20(S)-hydroxycholesterol inhibits PPARgamma expression and adipogenic differentiation of bone marrow stromal cells through a hedgehog-dependent mechanism.

Journal of bone and mineral research : the official journal of the American Society for Bone and Mineral Research (2007-07-20)

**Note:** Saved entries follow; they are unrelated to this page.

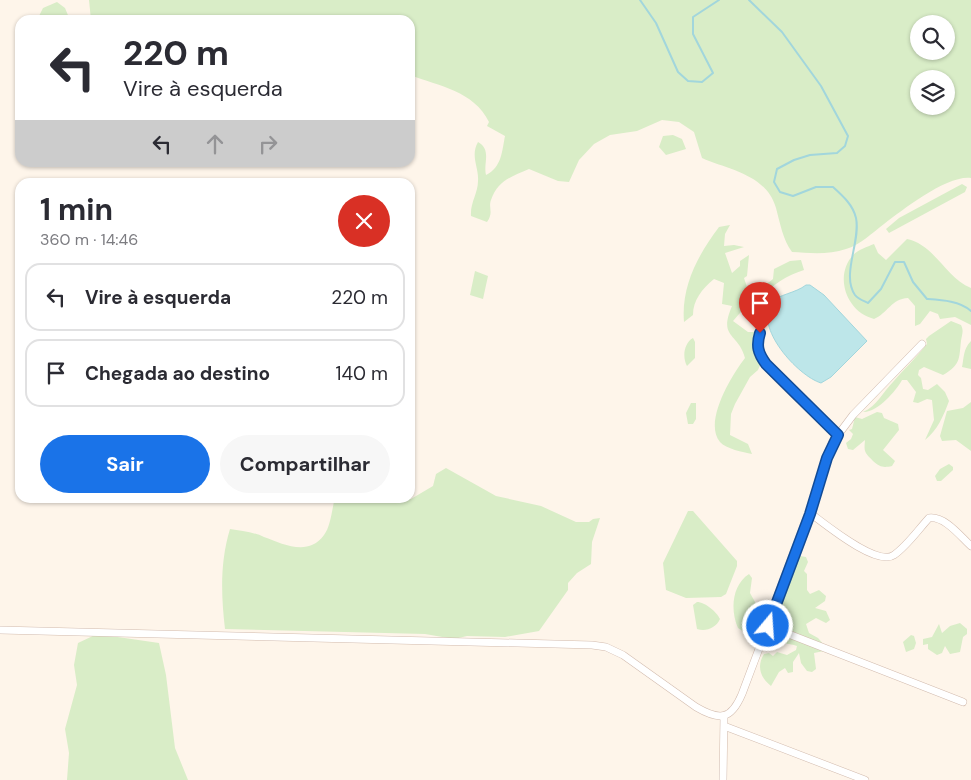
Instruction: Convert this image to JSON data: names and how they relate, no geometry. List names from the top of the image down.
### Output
{
  "page": {
    "turn": ["220 m", "Vire à esquerda"],
    "heading": ["1 min", "360 m · 14:46"],
    "list": [
      {
        "name": "Vire à esquerda",
        "value": "220 m"
      },
      {
        "name": "Chegada ao destino",
        "value": "140 m"
      }
    ],
    "buttons": ["Sair", "Compartilhar"]
  }
}
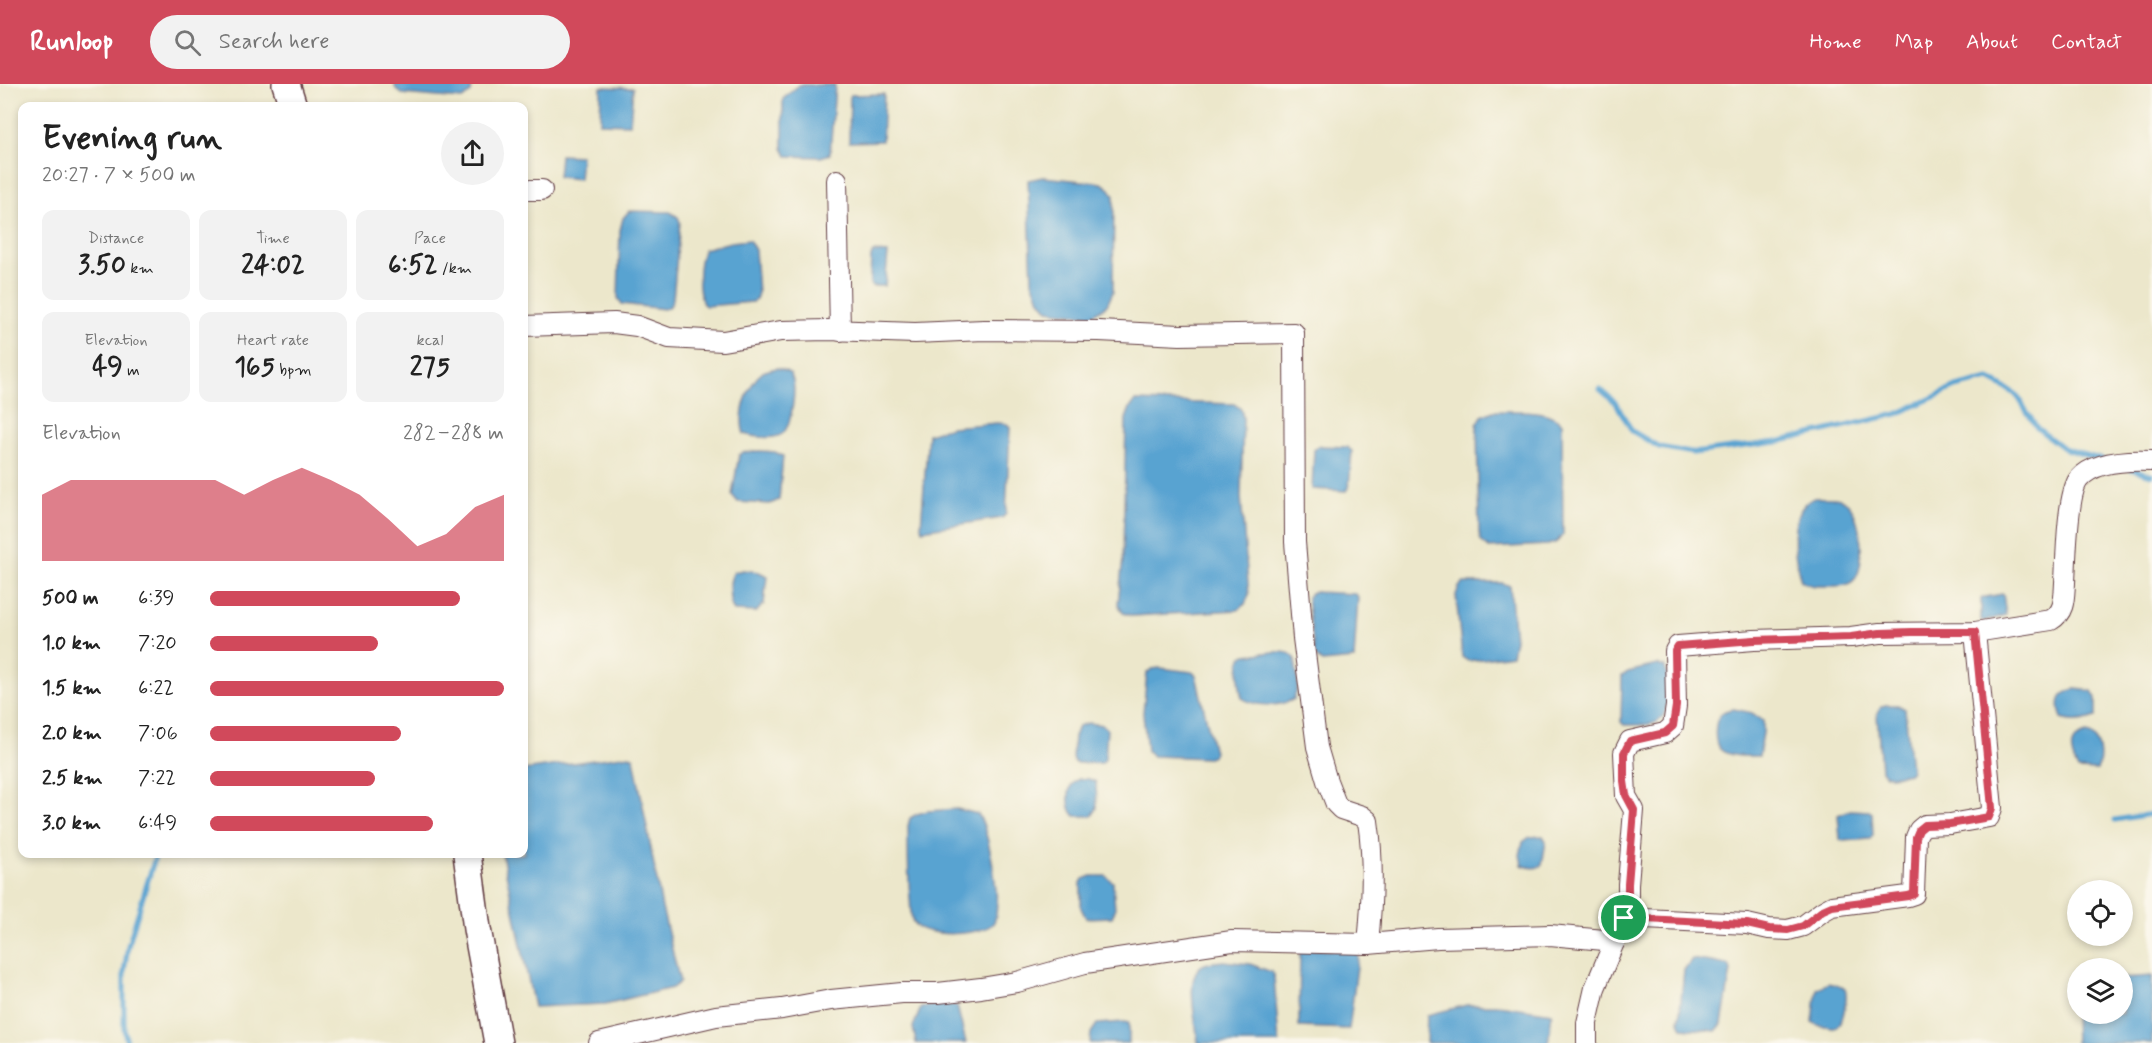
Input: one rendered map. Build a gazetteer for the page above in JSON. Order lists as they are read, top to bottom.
{
  "page": {
    "header": "Runloop",
    "search": "Search here",
    "nav": [
      "Home",
      "Map",
      "About",
      "Contact"
    ],
    "heading": ["Evening run", "20:27 · 7 × 500 m"],
    "stats": [
      ["Distance", "3.50 km"],
      ["Time", "24:02"],
      ["Pace", "6:52 /km"],
      ["Elevation", "49 m"],
      ["Heart rate", "165 bpm"],
      ["kcal", "275"]
    ],
    "chart": ["Elevation", "282–288 m"],
    "list": [
      {
        "name": "500 m",
        "note": "6:39"
      },
      {
        "name": "1.0 km",
        "note": "7:20"
      },
      {
        "name": "1.5 km",
        "note": "6:22"
      },
      {
        "name": "2.0 km",
        "note": "7:06"
      },
      {
        "name": "2.5 km",
        "note": "7:22"
      },
      {
        "name": "3.0 km",
        "note": "6:49"
      }
    ]
  }
}
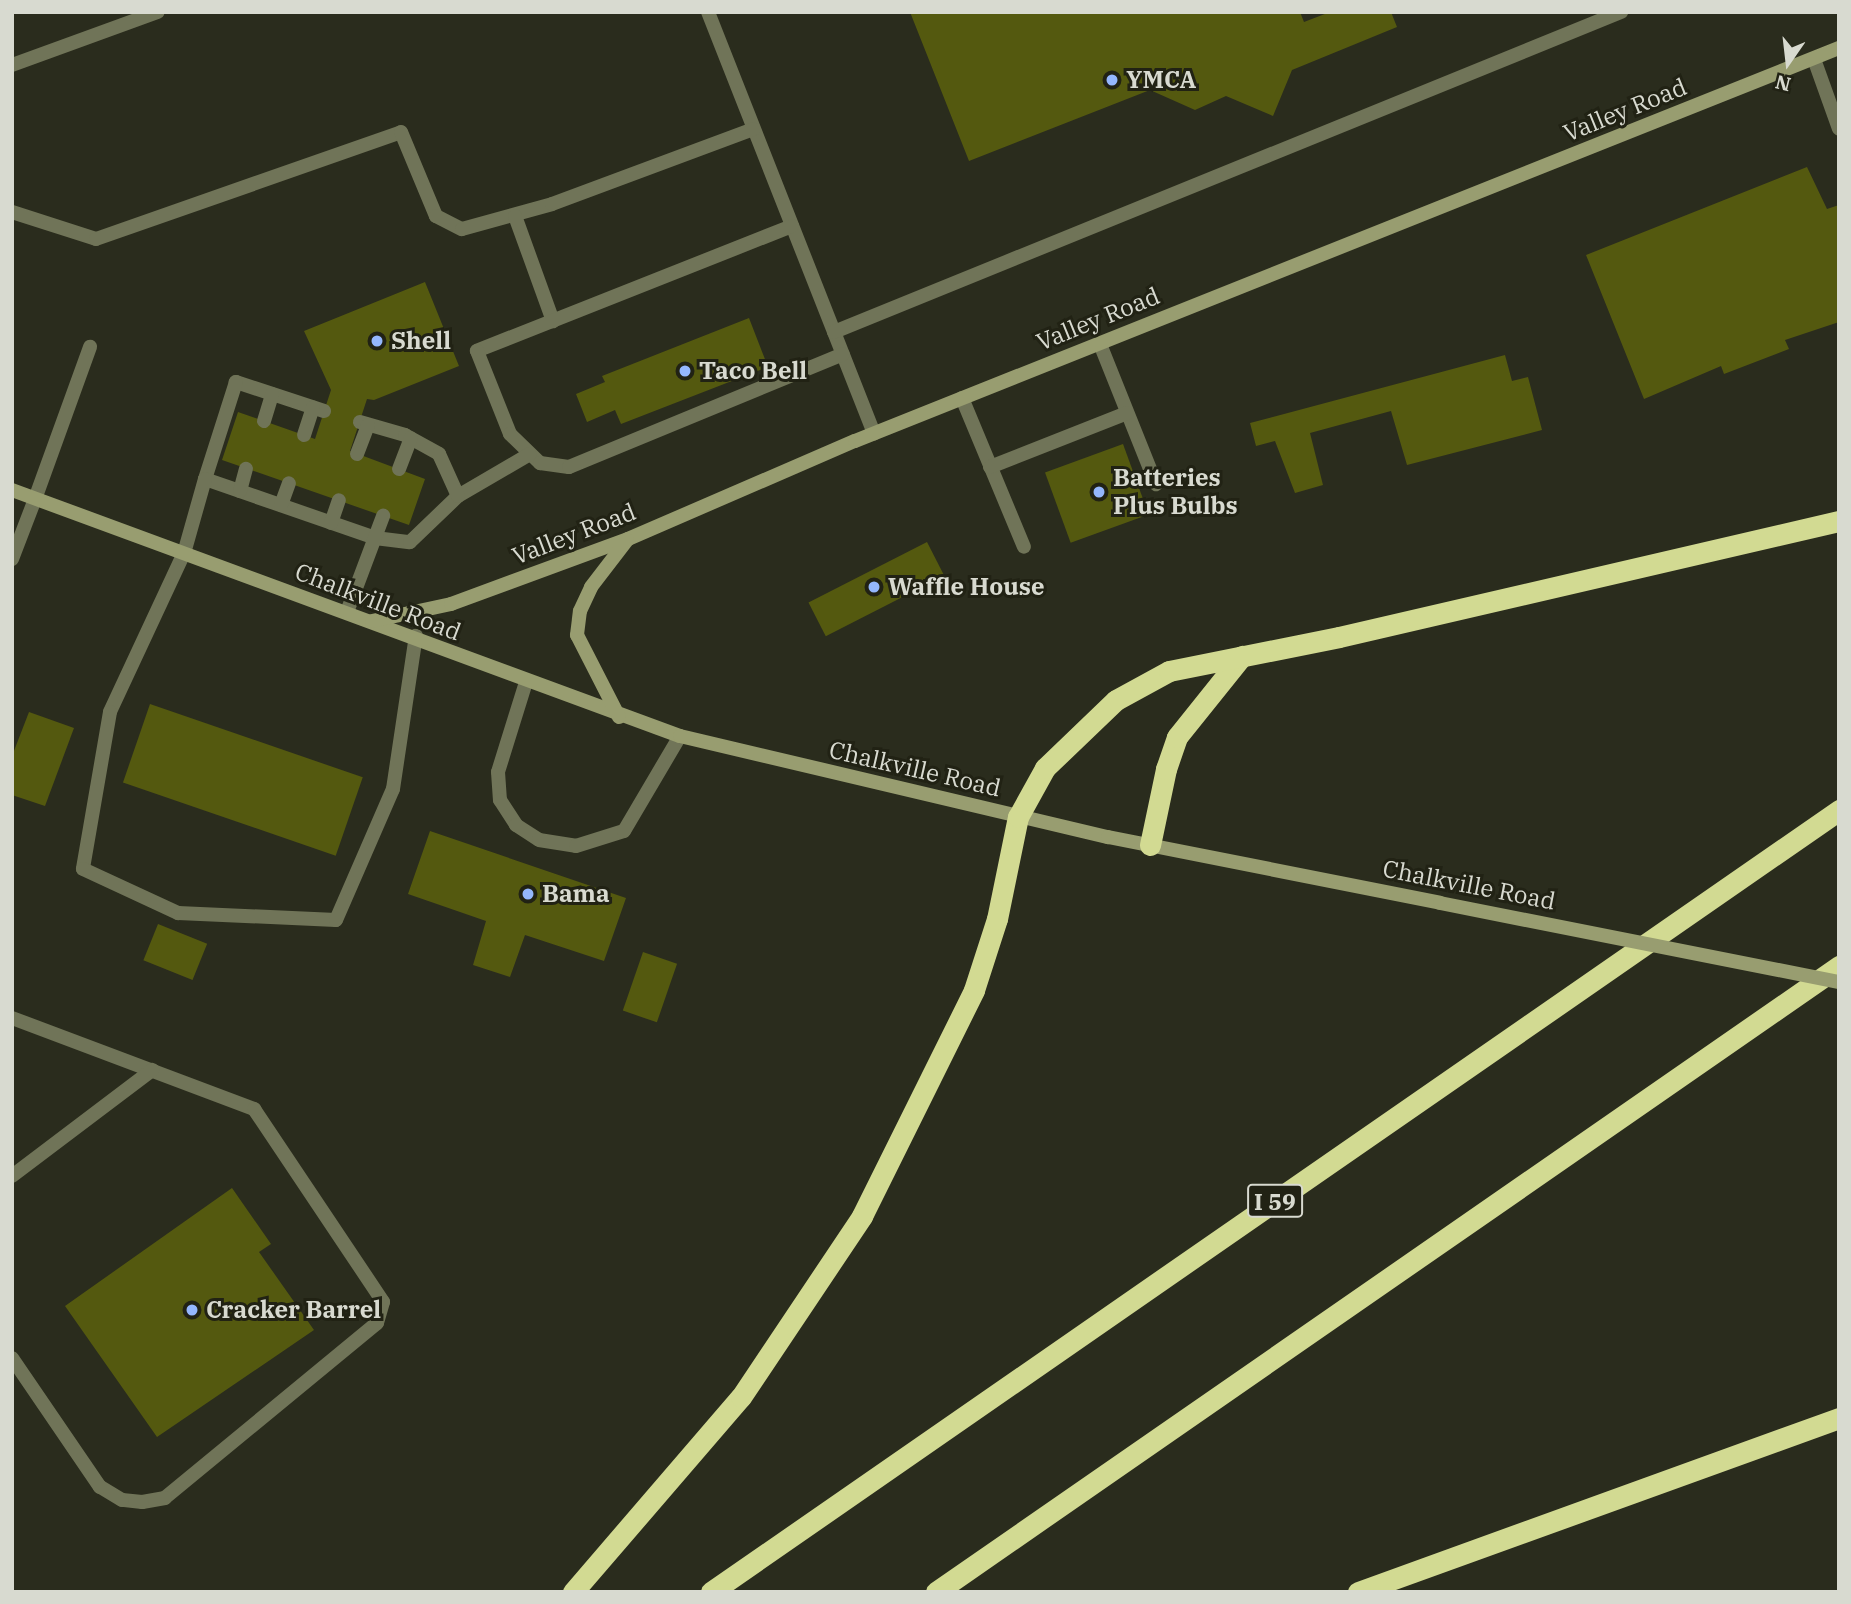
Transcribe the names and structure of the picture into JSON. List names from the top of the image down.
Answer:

Woo-Kyun Kim, Vicente Meliton, Christopher M Amantea, Theodore J Hahn, Farhad Parhami
ABSTRACT

Specific oxysterols have been shown to be pro-osteogenic and anti-adipogenic. However, the molecular mechanism(s) by which oxysterols inhibit adipogenic differentiation is unknown. We show that the anti-adipogenic effects of osteogenic oxysterol, 20(S)-hydroxycholesterol, are mediated through a hedgehog-dependent mechanism(s) and are associated with inhibition of PPARgamma expression. Multipotent bone marrow stromal cells (MSCs) are common progenitors of osteoblasts and adipocytes. A reciprocal relationship between osteogenic and adipogenic differentiation may explain the increased adipocyte and decreased osteoblast formation in aging and osteoporosis. We have previously reported that specific oxysterols stimulate osteogenic differentiation of MSCs while inhibiting their adipogenic differentiation. The M2-10B4 (M2) murine pluripotent bone MSC line was used to assess the inhibitory effects of 20(S)-hydroxycholesterol (20S) and sonic hedgehog (Shh) on peroxisome proliferator-activated receptor gamma (PPARgamma) and adipogenic differentiation. All results were analyzed for statistical significance using ANOVA. Treatment of M2 cells with the osteogenic oxysterol 20S completely inhibited adipocyte formation induced by troglitazone after 10 days. PPARgamma mRNA expression assessed by RT-qPCR was significantly induced by Tro after 48 (5-fold) and 96 h (130-fold), and this induction was completely inhibited by 20S. In contrast, 20S did not inhibit PPARgamma transcriptional activity in M2 cells overexpressing PPARgamma and retinoid X receptor (RXR). To elucidate the molecular mechanism(s) by which 20S inhibits PPARgamma expression and adipogenic differentiation, we focused on the hedgehog signaling pathway, which we previously showed to be the mediator of osteogenic responses to oxysterols. The hedgehog signaling inhibitor, cyclopamine, reversed the inhibitory effects of 20S and Shh on troglitazone-induced adipocyte formation in 10-day cultures of M2 cells by 70% and 100%, respectively, and the inhibitory effect of 20S and Shh on troglitazone-induced PPARgamma expression was fully reversed at 48 h by cyclopamine. Furthermore, 20S and Shh greatly inhibited PPARgamma2 promoter activity induced by CCAAT/enhancer-binding protein alpha overexpression. These studies show that, similar to the induction of osteogenesis, the inhibition of adipogenesis in murine MSCs by the osteogenic oxysterol, 20S, is mediated through a hedgehog-dependent mechanism(s).